20 Mar 2018: the Law Society in England said that too many people were priced out of justice. However, this is being applied to the poor whereas it applies just as much to middle-income families. Lawyers have for long drawn attention to being ‘priced out of justice’ and a means-test, as still recommended by the Law Society, is not the answer. Unequal access to justice is itself contrary to natural justice.
21 Mar 2018: BBC Breakfast news today at 41’00 carries an interview with widow Nadja Ensink about her battle for legal representation at the inquiry into her husband’s murder. The Police and the CPS will have legal representation at that inquest, but the widow of the victim has been refused legal aid. 44’00 “While there have been limitless resources to go into the inquest this summer, Nadja is left to crowdfund to pay for legal representation. This is seen as an inequality of arms by many.”

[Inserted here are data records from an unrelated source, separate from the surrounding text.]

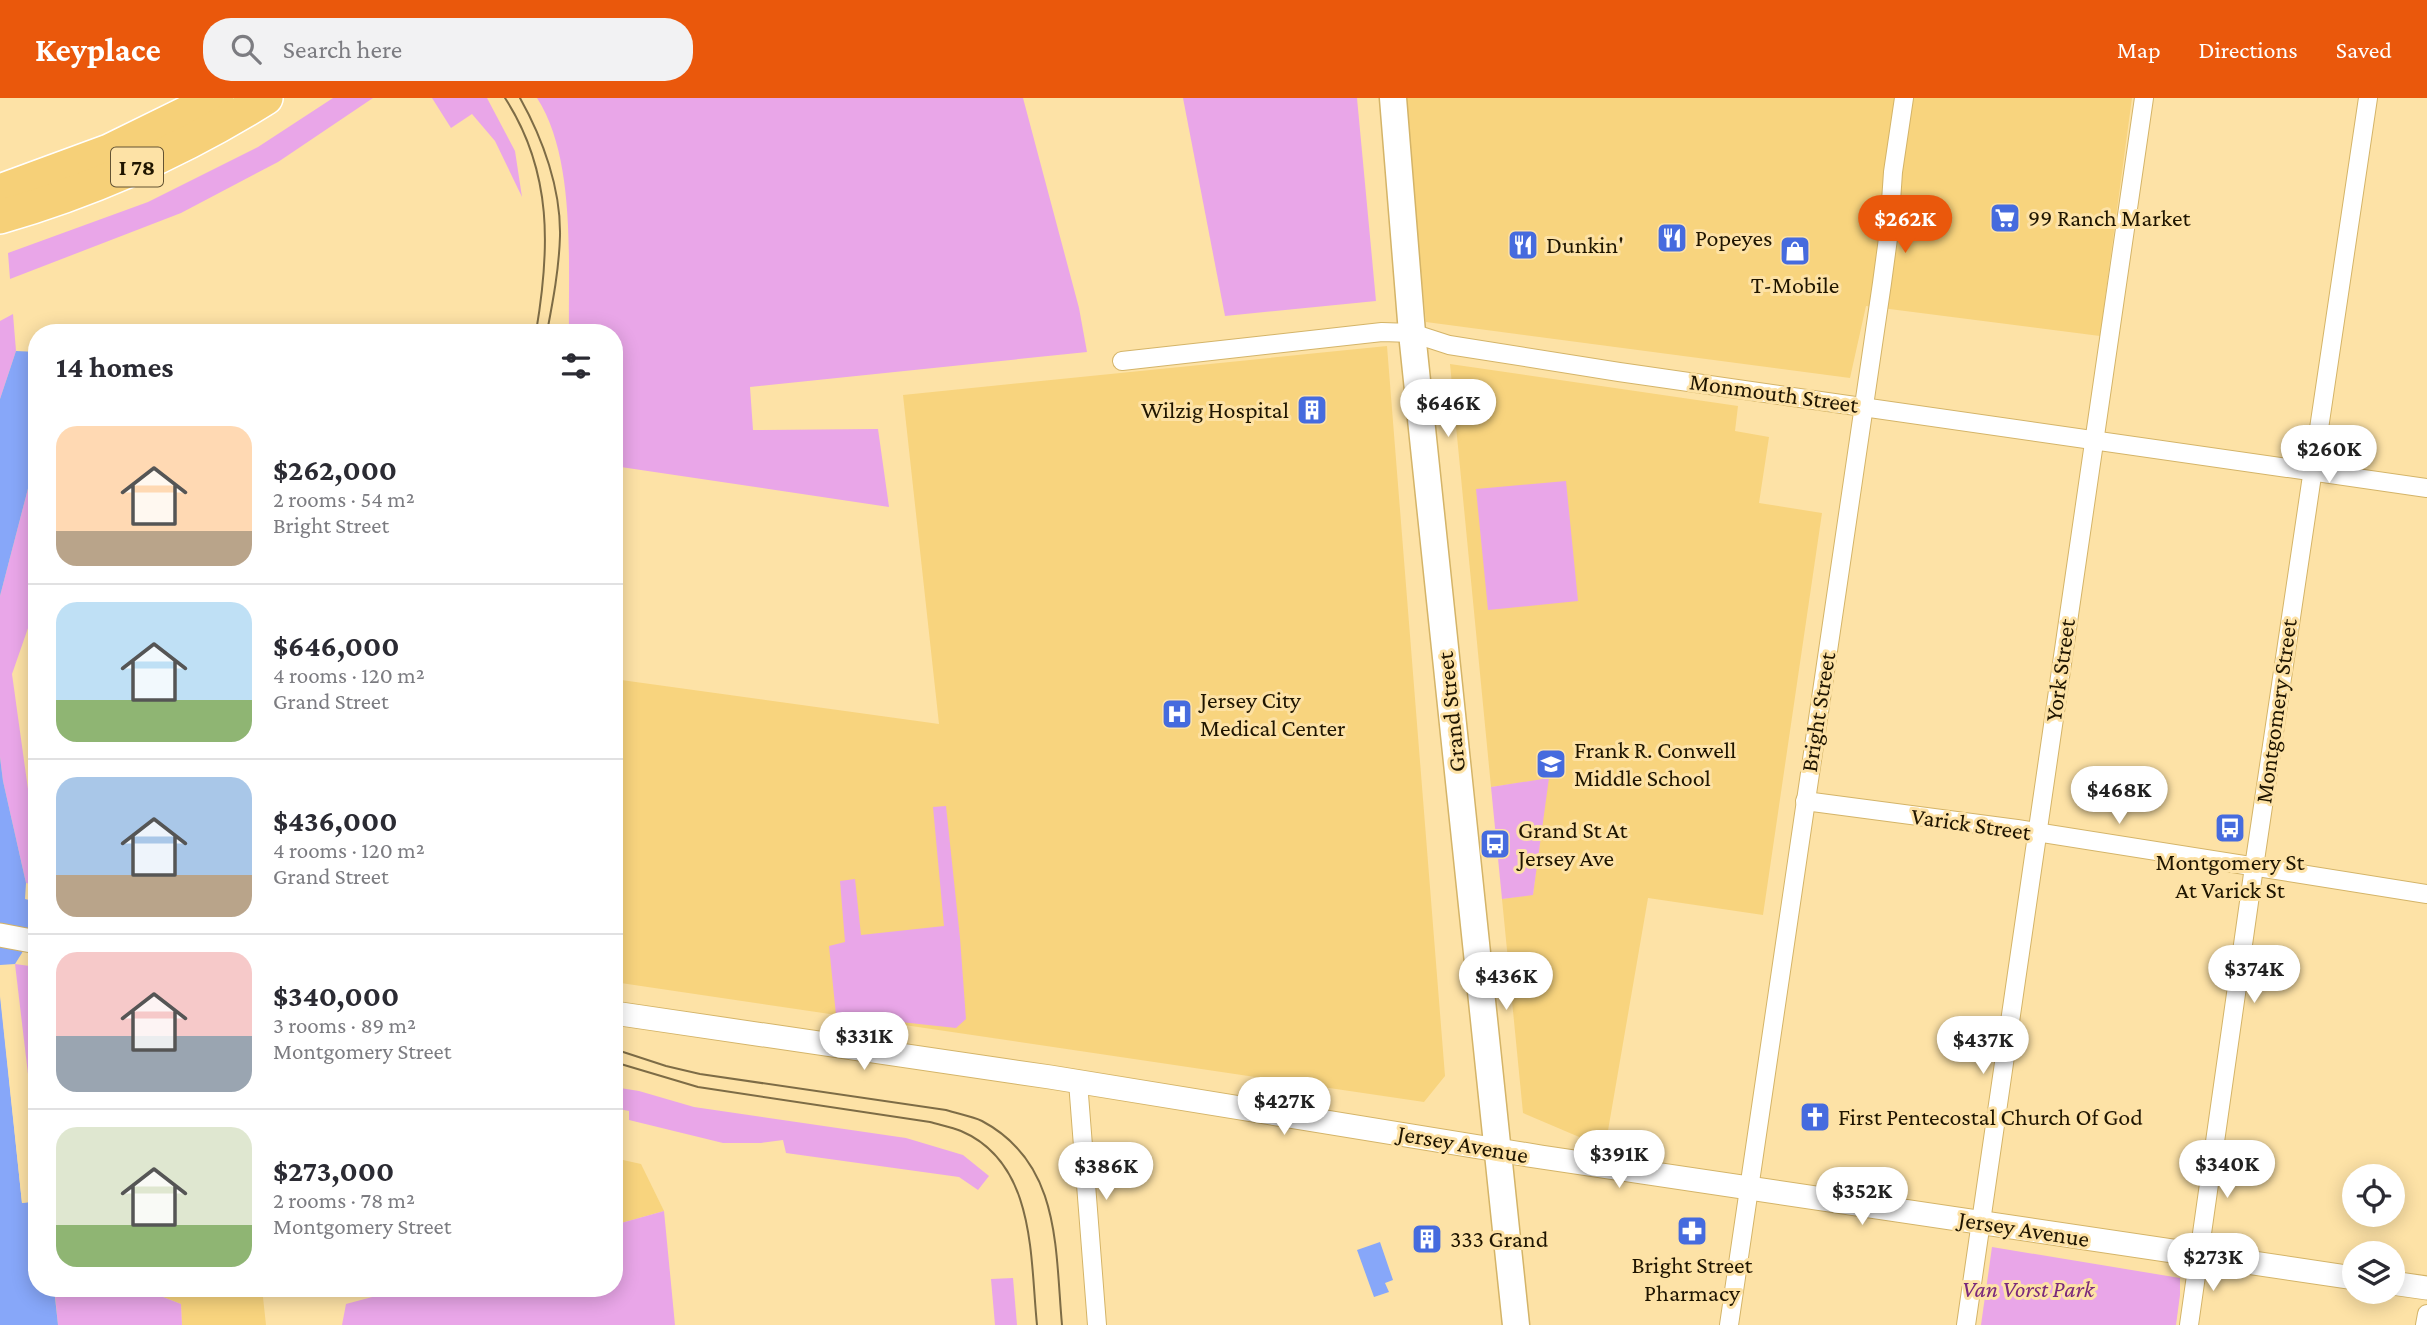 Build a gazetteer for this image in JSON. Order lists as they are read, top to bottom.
{
  "streets": {
    "highway": ["I 78"],
    "main road": ["Grand Street"],
    "street": [
      "Monmouth Street",
      "York Street",
      "Montgomery Street",
      "Bright Street",
      "Varick Street",
      "Jersey Avenue"
    ]
  },
  "crossings": [
    ["Monmouth Street", "York Street"],
    ["Monmouth Street", "Montgomery Street"],
    ["Monmouth Street", "Grand Street"],
    ["Monmouth Street", "Bright Street"],
    ["York Street", "Varick Street"],
    ["York Street", "Jersey Avenue"],
    ["Montgomery Street", "Varick Street"],
    ["Montgomery Street", "Jersey Avenue"],
    ["Grand Street", "Jersey Avenue"],
    ["Bright Street", "Varick Street"],
    ["Bright Street", "Jersey Avenue"]
  ],
  "parks": ["Van Vorst Park"],
  "places": {
    "supermarket": ["99 Ranch Market"],
    "restaurant": ["Popeyes", "Dunkin'"],
    "shop": ["T-Mobile"],
    "building": ["Wilzig Hospital", "333 Grand"],
    "hospital": ["Jersey City Medical Center"],
    "school or university": ["Frank R. Conwell Middle School"],
    "bus stop": ["Montgomery St At Varick St", "Grand St At Jersey Ave"],
    "church": ["First Pentecostal Church Of God"],
    "pharmacy": ["Bright Street Pharmacy"]
  },
  "page": {
    "header": "Keyplace",
    "search": "Search here",
    "nav": ["Map", "Directions", "Saved"],
    "price": [
      "$262K",
      "$646K",
      "$260K",
      "$468K",
      "$374K",
      "$436K",
      "$331K",
      "$437K",
      "$427K",
      "$391K",
      "$340K",
      "$386K",
      "$352K",
      "$273K"
    ],
    "heading": "14 homes",
    "list": [
      {
        "name": "$262,000",
        "note": "2 rooms · 54 m² · Bright Street"
      },
      {
        "name": "$646,000",
        "note": "4 rooms · 120 m² · Grand Street"
      },
      {
        "name": "$436,000",
        "note": "4 rooms · 120 m² · Grand Street"
      },
      {
        "name": "$340,000",
        "note": "3 rooms · 89 m² · Montgomery Street"
      },
      {
        "name": "$273,000",
        "note": "2 rooms · 78 m² · Montgomery Street"
      }
    ]
  }
}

The lack of access to justice is rising up the agenda. In 2016 the Court of Appeal ruled that the law about legal aid was legally flawed. The Director of Rights of Women said on Woman’s Hour at 5’10 minutes at that time that ‘the Legal Aid regulations were unlawful because they restricted the availability of legal aid to women affected by domestic violence which the Legal Aid Act says that they were eligible for’.
In 2015, solicitors protested changes in Legal Aid and one poster read: ‘NO Legal Aid NO Justice’. The difficulty is that partial, discriminatory Legal Aid is still not justice.
15 Aug 2018: even the BBC does not have enough money to challenge issues that it wants to. It has decided not to appeal the decision in Cliff Richard’s privacy case, not because they think that the decision is correct but because it has already spent £1.9 million and it cannot be seen to spend more tax-payers’ money on a case that they have been advised that they may not win. So on BBC Newsnight tonight David Jordan, Director BBC of Editorial Policy, said that the BBC will deal with it through the legislative process and ask the Government to consider the public interest element in the media naming a person under police investigation before they are charged.
18 Aug 2018: George Galloway’s resumé of current injustice in the UK in an address to Fathers4Justice.
8 Jan 2019: Alex Salmond admits that without crowdfunding he would have been unable to defend himself before the Court of Session.
4 Feb 2019: the cumbersome route to challenge the Parole Board decision to release people from prison has begun to be reformed. BBC Breakfast news reported that victims were previously expected to prove that the Parole Board decision was ‘illegal, irrational or procedurally flawed’, without knowing the reason in the first place! Victims have only 21 days to appeal the decision. There are attempts at redressing the inequality in the justice system that if the defender gets legal advice, so should victims.
11 Mar 2019: Procedural Justice: “legalese is the language we use to confuse”. Reforming authoritarian structures and procedures.